To do: Please return the lines of the data below, word for word, from the first line through the line containing "width:16px; height:16px; translate:-50%".

[Stored data]
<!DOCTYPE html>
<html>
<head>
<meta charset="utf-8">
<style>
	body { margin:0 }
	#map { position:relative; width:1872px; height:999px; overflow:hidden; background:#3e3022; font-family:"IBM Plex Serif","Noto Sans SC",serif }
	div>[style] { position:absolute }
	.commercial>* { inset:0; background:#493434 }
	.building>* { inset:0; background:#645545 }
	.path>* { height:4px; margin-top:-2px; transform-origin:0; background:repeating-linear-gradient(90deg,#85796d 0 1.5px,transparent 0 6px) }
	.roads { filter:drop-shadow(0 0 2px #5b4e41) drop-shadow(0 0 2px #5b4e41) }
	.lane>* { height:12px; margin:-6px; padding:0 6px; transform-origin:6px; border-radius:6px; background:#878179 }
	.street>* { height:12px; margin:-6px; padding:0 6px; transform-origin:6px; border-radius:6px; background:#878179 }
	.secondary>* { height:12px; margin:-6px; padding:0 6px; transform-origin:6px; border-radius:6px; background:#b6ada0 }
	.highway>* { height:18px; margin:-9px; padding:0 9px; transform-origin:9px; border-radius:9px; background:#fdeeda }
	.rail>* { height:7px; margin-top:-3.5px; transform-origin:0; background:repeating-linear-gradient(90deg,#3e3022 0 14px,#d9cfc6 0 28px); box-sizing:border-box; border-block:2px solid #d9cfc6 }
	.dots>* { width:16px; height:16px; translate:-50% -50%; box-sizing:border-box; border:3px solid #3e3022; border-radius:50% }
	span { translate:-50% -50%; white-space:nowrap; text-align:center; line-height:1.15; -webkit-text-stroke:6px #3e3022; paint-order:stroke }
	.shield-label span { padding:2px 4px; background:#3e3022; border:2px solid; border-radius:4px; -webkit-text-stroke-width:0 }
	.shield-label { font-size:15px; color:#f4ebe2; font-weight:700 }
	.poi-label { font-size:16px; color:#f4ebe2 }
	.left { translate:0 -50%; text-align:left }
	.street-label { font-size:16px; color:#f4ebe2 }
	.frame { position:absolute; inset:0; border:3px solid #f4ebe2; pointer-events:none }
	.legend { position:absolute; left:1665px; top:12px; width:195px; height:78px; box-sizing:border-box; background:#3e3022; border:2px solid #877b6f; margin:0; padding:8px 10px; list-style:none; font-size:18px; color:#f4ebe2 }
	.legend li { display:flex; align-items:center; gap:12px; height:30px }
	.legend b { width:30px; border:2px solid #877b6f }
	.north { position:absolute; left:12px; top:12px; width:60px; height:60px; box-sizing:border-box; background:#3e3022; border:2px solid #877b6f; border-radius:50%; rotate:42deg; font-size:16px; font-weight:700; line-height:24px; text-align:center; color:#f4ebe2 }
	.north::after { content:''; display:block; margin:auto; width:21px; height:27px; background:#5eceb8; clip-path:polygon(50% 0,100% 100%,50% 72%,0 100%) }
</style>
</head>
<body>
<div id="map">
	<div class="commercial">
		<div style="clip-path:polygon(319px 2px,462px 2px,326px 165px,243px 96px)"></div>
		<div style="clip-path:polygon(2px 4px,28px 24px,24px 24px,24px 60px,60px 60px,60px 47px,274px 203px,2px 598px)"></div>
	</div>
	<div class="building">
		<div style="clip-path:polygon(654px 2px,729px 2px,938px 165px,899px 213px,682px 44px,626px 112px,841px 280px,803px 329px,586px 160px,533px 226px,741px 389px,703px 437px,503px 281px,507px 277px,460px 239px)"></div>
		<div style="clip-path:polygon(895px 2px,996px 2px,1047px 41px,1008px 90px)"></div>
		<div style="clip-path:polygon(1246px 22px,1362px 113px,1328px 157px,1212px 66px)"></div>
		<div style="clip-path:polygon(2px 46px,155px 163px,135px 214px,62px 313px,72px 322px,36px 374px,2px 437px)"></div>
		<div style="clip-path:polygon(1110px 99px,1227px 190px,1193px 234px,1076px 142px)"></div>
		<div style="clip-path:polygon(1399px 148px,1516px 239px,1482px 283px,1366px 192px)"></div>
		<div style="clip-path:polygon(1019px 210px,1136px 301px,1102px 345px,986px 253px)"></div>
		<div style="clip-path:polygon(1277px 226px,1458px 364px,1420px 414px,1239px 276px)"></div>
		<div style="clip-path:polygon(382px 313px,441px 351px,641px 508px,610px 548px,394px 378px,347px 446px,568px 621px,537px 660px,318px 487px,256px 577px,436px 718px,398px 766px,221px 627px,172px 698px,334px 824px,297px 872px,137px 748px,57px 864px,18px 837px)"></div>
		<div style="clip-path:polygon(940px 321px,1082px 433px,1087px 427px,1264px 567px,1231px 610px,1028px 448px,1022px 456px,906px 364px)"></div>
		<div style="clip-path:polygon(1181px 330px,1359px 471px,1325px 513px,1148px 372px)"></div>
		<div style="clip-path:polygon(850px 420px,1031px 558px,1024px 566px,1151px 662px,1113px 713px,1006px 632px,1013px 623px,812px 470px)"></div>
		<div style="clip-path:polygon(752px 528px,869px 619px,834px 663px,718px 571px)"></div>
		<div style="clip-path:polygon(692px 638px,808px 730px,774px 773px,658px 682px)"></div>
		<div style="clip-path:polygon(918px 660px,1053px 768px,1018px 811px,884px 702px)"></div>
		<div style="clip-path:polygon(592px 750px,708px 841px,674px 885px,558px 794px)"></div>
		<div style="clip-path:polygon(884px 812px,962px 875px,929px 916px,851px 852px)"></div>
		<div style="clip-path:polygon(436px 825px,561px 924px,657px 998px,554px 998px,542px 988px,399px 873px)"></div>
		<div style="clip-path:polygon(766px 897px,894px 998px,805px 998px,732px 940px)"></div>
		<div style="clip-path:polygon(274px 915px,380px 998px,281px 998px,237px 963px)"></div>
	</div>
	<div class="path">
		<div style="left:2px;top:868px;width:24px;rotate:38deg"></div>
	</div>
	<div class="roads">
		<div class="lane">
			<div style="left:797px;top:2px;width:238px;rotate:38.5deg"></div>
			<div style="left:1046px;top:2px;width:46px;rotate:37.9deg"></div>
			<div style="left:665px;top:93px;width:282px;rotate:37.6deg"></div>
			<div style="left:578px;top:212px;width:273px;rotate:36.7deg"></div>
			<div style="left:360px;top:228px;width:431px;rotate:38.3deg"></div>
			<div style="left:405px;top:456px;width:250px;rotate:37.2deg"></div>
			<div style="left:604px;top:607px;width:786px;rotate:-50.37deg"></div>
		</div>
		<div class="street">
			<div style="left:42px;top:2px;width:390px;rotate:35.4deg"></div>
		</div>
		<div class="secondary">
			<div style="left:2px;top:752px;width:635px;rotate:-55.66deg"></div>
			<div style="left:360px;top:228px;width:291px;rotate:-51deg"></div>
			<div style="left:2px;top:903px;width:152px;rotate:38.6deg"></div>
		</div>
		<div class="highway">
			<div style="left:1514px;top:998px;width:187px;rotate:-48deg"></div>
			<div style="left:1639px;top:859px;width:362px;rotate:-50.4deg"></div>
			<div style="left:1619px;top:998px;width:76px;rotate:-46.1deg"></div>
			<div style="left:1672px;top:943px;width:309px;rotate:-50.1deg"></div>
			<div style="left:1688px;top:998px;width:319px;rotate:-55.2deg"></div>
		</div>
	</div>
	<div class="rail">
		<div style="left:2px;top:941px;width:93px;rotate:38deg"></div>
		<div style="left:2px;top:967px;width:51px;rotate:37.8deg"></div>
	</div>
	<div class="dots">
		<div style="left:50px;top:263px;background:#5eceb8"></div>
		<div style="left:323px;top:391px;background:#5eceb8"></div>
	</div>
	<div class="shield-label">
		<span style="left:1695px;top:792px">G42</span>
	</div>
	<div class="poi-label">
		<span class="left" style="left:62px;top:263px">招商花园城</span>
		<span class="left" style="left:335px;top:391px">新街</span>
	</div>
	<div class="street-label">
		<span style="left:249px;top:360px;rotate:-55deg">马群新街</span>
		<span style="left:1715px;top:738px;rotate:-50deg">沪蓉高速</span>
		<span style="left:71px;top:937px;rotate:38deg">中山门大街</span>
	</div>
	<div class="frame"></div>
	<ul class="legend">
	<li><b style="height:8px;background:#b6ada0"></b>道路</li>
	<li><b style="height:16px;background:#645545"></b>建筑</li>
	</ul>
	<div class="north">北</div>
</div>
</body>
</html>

Your solution:
<!DOCTYPE html>
<html>
<head>
<meta charset="utf-8">
<style>
	body { margin:0 }
	#map { position:relative; width:1872px; height:999px; overflow:hidden; background:#3e3022; font-family:"IBM Plex Serif","Noto Sans SC",serif }
	div>[style] { position:absolute }
	.commercial>* { inset:0; background:#493434 }
	.building>* { inset:0; background:#645545 }
	.path>* { height:4px; margin-top:-2px; transform-origin:0; background:repeating-linear-gradient(90deg,#85796d 0 1.5px,transparent 0 6px) }
	.roads { filter:drop-shadow(0 0 2px #5b4e41) drop-shadow(0 0 2px #5b4e41) }
	.lane>* { height:12px; margin:-6px; padding:0 6px; transform-origin:6px; border-radius:6px; background:#878179 }
	.street>* { height:12px; margin:-6px; padding:0 6px; transform-origin:6px; border-radius:6px; background:#878179 }
	.secondary>* { height:12px; margin:-6px; padding:0 6px; transform-origin:6px; border-radius:6px; background:#b6ada0 }
	.highway>* { height:18px; margin:-9px; padding:0 9px; transform-origin:9px; border-radius:9px; background:#fdeeda }
	.rail>* { height:7px; margin-top:-3.5px; transform-origin:0; background:repeating-linear-gradient(90deg,#3e3022 0 14px,#d9cfc6 0 28px); box-sizing:border-box; border-block:2px solid #d9cfc6 }
	.dots>* { width:16px; height:16px; translate:-50% -50%; box-sizing:border-box; border:3px solid #3e3022; border-radius:50% }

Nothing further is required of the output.